The risk of borrowing money from your parents.

April 22, 2013

Let us clarify a couple of points in your question. The only borrower involved with your loan is you. The money from your parents was a personal loan. They are not directly involved with your property or your mortgage; their involvement is with you as an individual….

Money changing hands.

Money changing hands.

Reader Question: Hello Monty, I purchased my home in the summer of 2007 for $400,000. To help with my interest rate, my folks took out a home equity loan for $80,0000. I am now regretting that decision. I need to sell my home, and I am not sure I will recuperate enough cash to pay off my parents’ loan. If I were the only borrower involved, I would have gladly done a short sale. The idea of having poured in half a million without denting the principal is heart breaking to me. I’m a single woman and put all of my money into the interest for the last 6 years. How would you proceed? Thanks so much. Martha W.

Monty’s Answer: Hello Martha, thanks for your question. My father once told me that money is easy to borrow, but hard to pay back.

Let us clarify a couple of points in your question. The only borrower involved with your loan is you. The money from your parents was a personal loan. They are not directly involved with your property or your mortgage; their involvement is with you as an individual. Had they asked you to sign a promissory note, you may view their loan differently.

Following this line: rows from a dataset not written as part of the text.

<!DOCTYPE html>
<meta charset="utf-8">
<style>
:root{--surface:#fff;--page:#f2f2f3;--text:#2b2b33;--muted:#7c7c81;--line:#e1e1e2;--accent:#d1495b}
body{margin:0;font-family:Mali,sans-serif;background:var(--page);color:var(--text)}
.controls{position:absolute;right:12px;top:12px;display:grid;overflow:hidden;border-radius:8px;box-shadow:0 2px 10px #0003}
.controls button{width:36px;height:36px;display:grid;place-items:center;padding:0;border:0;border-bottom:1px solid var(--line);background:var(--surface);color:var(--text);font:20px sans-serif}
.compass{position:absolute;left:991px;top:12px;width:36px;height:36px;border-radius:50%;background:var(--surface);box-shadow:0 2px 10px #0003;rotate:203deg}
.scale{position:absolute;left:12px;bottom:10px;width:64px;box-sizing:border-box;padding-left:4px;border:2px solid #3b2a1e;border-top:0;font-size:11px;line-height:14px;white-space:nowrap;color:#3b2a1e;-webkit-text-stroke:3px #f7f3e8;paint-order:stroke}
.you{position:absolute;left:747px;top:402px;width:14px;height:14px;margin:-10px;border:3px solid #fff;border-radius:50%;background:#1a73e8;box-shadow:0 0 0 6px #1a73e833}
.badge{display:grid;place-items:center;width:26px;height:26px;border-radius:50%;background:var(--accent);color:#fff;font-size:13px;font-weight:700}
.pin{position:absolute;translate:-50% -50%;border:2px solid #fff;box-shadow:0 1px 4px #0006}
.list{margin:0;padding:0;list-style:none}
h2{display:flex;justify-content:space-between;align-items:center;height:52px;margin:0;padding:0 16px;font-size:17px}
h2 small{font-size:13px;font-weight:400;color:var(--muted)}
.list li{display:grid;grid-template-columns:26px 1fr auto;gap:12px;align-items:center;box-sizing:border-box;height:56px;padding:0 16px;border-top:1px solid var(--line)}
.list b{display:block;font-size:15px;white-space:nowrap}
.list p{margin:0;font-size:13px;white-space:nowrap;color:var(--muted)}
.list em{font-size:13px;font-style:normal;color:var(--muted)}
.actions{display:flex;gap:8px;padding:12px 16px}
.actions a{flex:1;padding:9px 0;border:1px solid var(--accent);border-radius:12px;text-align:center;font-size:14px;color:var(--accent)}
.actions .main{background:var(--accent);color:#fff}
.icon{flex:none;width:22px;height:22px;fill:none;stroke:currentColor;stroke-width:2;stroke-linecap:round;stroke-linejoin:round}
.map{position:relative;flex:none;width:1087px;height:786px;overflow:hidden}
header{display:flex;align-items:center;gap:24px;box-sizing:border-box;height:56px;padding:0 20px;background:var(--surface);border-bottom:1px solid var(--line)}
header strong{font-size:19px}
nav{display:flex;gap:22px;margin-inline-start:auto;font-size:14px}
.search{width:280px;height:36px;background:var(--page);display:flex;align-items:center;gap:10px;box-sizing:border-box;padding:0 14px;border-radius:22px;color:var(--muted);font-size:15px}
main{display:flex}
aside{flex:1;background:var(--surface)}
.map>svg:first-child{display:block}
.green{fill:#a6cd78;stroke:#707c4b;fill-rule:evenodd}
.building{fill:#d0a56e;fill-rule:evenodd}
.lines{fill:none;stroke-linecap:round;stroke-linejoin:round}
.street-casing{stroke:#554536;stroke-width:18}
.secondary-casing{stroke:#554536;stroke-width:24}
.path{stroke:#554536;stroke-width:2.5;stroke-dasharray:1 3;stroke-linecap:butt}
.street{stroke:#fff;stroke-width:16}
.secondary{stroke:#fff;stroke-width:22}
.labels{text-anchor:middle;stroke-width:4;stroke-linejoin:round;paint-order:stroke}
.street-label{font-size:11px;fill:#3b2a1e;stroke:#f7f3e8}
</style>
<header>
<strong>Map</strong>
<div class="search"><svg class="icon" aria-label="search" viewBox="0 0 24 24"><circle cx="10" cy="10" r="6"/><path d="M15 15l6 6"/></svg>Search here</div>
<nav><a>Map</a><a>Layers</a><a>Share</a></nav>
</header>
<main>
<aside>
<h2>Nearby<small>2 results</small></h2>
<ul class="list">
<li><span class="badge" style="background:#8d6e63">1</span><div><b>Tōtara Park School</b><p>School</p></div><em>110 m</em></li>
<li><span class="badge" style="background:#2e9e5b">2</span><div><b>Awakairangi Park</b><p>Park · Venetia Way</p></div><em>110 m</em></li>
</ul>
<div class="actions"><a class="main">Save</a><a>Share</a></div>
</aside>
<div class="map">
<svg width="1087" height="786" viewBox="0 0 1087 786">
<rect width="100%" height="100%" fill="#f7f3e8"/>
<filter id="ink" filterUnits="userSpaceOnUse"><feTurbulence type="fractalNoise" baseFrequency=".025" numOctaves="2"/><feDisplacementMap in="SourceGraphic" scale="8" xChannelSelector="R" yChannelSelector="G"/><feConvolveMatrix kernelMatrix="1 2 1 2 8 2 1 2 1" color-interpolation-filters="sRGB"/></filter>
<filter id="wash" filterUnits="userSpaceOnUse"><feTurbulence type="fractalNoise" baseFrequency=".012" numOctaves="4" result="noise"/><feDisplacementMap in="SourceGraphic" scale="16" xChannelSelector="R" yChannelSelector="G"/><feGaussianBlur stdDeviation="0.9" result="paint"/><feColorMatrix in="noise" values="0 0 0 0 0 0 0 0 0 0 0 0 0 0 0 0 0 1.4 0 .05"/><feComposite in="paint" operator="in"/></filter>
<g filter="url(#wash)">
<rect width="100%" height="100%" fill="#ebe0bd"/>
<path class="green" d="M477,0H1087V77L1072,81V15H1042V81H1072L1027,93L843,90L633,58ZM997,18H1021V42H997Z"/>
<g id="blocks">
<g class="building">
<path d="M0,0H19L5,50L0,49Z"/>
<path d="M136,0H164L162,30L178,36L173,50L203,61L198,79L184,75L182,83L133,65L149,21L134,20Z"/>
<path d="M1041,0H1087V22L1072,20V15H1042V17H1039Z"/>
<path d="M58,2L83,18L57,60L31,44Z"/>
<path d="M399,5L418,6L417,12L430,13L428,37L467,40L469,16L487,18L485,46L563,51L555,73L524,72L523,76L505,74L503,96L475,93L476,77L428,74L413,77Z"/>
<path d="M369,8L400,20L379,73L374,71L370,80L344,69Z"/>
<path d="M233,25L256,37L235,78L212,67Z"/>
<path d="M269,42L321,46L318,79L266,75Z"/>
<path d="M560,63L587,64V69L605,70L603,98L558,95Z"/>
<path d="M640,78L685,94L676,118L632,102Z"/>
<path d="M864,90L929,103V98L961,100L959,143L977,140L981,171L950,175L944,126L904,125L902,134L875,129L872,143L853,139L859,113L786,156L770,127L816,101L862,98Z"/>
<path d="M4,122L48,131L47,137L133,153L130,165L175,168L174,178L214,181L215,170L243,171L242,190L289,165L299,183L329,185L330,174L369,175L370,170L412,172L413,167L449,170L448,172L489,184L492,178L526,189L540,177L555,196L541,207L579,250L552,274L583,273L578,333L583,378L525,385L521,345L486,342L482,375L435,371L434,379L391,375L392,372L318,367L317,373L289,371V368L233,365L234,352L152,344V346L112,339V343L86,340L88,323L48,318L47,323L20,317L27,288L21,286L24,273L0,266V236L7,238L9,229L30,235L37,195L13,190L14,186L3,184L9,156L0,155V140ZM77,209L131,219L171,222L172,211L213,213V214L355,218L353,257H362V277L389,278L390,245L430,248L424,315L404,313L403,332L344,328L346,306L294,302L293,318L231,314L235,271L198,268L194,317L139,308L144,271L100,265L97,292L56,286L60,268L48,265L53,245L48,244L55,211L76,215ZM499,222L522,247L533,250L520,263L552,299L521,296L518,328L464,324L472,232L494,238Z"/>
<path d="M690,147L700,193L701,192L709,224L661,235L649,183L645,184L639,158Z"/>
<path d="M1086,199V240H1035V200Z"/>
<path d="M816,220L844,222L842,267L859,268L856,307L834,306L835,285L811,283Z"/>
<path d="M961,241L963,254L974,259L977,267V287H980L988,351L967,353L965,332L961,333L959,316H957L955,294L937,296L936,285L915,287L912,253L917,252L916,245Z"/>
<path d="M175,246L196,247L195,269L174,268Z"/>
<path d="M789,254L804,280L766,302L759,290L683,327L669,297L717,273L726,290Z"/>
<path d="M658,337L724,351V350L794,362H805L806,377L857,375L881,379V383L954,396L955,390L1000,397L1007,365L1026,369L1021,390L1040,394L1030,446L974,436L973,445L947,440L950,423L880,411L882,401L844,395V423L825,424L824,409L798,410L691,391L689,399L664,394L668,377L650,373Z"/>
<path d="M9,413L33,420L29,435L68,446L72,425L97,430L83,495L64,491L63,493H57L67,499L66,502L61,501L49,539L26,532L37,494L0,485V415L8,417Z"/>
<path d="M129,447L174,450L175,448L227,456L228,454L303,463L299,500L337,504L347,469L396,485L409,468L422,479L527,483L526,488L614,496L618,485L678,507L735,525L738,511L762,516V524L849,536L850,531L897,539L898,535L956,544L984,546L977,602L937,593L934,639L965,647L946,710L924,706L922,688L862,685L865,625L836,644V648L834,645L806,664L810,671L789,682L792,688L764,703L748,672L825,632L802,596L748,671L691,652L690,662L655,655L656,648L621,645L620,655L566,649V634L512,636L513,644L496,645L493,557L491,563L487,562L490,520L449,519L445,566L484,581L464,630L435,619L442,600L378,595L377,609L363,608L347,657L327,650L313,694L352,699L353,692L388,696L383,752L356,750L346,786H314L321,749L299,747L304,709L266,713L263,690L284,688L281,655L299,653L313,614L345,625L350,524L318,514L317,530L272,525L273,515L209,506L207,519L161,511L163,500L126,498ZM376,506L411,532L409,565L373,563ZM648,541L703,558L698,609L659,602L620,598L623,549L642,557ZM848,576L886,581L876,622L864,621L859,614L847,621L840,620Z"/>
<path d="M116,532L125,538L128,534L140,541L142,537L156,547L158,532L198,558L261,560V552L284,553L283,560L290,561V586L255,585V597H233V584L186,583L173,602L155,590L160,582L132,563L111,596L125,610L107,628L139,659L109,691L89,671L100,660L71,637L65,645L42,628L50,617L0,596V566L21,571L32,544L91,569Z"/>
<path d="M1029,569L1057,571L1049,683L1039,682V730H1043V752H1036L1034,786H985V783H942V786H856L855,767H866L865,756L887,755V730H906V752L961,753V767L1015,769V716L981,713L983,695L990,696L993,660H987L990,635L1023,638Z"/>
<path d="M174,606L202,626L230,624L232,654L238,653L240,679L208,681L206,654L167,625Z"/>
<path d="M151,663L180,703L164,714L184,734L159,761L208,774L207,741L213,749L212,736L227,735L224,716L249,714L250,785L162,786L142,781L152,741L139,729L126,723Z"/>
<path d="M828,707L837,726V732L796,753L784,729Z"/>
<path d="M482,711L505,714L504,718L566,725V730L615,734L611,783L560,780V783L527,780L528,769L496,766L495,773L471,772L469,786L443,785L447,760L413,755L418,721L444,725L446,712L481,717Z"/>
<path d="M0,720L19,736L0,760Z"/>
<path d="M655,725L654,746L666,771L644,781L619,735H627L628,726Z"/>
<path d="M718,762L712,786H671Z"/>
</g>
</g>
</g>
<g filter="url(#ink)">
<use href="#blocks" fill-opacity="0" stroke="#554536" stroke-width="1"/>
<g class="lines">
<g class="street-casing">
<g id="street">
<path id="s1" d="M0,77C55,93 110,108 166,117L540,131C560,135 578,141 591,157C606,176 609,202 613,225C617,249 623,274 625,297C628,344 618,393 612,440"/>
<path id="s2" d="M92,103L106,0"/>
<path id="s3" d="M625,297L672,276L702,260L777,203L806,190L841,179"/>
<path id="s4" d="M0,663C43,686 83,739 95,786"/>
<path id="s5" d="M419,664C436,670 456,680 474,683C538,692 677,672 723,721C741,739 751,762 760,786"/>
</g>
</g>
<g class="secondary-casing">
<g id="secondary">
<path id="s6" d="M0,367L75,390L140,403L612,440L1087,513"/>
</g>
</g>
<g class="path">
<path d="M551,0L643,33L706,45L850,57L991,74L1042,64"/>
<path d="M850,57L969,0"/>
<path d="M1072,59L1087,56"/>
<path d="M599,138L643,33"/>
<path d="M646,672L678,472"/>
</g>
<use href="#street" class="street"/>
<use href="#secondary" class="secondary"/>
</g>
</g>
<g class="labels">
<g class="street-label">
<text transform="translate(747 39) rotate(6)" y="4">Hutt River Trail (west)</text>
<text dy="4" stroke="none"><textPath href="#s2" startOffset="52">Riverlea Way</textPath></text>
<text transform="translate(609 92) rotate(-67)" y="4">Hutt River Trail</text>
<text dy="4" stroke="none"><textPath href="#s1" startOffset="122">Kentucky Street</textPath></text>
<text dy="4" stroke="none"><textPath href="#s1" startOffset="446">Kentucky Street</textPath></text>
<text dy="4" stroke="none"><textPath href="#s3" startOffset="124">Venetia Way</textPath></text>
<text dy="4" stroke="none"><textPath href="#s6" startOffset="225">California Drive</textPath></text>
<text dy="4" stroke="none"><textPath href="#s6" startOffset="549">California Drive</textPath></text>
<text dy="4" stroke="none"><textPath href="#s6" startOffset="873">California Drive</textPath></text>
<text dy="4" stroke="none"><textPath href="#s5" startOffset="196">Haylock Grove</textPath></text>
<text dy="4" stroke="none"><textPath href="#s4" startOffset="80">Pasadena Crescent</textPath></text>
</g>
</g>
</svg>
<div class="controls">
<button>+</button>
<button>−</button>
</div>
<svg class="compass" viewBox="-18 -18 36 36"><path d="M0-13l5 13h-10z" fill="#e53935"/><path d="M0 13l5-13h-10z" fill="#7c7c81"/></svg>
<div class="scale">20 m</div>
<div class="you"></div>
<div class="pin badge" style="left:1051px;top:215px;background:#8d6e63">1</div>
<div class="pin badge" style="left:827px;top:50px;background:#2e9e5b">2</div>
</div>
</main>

Also, you have not “poured in half a million” into the house. Much of the value can be recovered when it sells. Assuming you invested $20,000, at 6% interest only on $300,000 for 6 years with 30 years amortization, about $108,000 went toward interest. Your income tax deduction for mortgage interest created tax savings each year. The situation you envision may not be as challenging as the one you are experiencing.

Diffusing the situation.

It is not clear what has precipitated your concerns. Is the income you earned to qualify for the loan still flowing? If so, your situation is extremely different from the sale being forced on you due to losing your income. In either scenario, here are the initial steps to take:

Step 1.  Develop a “short list” of real estate agents who work in your neighborhood. There is an article entitled “Choosing your real estate agent” at DearMonty.com that describes how to go about this task in such a way that greatly increases your chances of picking the right agent for you and your circumstances. For example, many agents either avoid short sales. Some accept them but may not be qualified to handle them.

Step 2. Obtain three separate broker price opinions (BPO) of value on your home. They will all have different values. As a part of the agent selection process, agents prepare BPO’s to demonstrate their value to a potential customer. It gives them a chance to get face-to-face. It also gives you a chance to do the same with them. In your situation, I would not share any hint of your thoughts about the value of the home. Instead, make certain they understand you want to see the sold comparable data sheets they use in determining their opinion of your home’s worth. Also ask for a detailed explanation of the market in your neighborhood in terms of competition, sales rate and future supply coming into the market, so you have a sense of neighborhood supply and demand.

Step 3. Study the BPO’s. Are some more thorough than others? Are the comparables truly comparable? The goal here is to understand these BPO’s as they will provide some confidence as to the true range of value of your home based on facts, not hearsay. Understanding the “range of value” or lowest likely price and the highest potential price is particularly important. You will have a much better sense about being underwater, and if so, the extent of your potential loss.

Step 4.  Go to your CPA (certified public accountant) or a credit counseling service armed with this information. A conversation and needs analysis may be an eye opener as you may be living above your means, and unwittingly involved your parents. Find out if this angle is a possibility.

Taking responsibility is the key.

To proceed this far will take some of your time, but there is no easy answer. Having this information is critical to your ability to make sound decisions. I expect you have the intellectual and financial resources to create and execute a plan where you can work out of this and not disappoint your parents. This is how I recommend proceeding.

I hope this information is helpful, Martha. Ask me other questions. I will be interested in knowing how you ultimately solve this problem.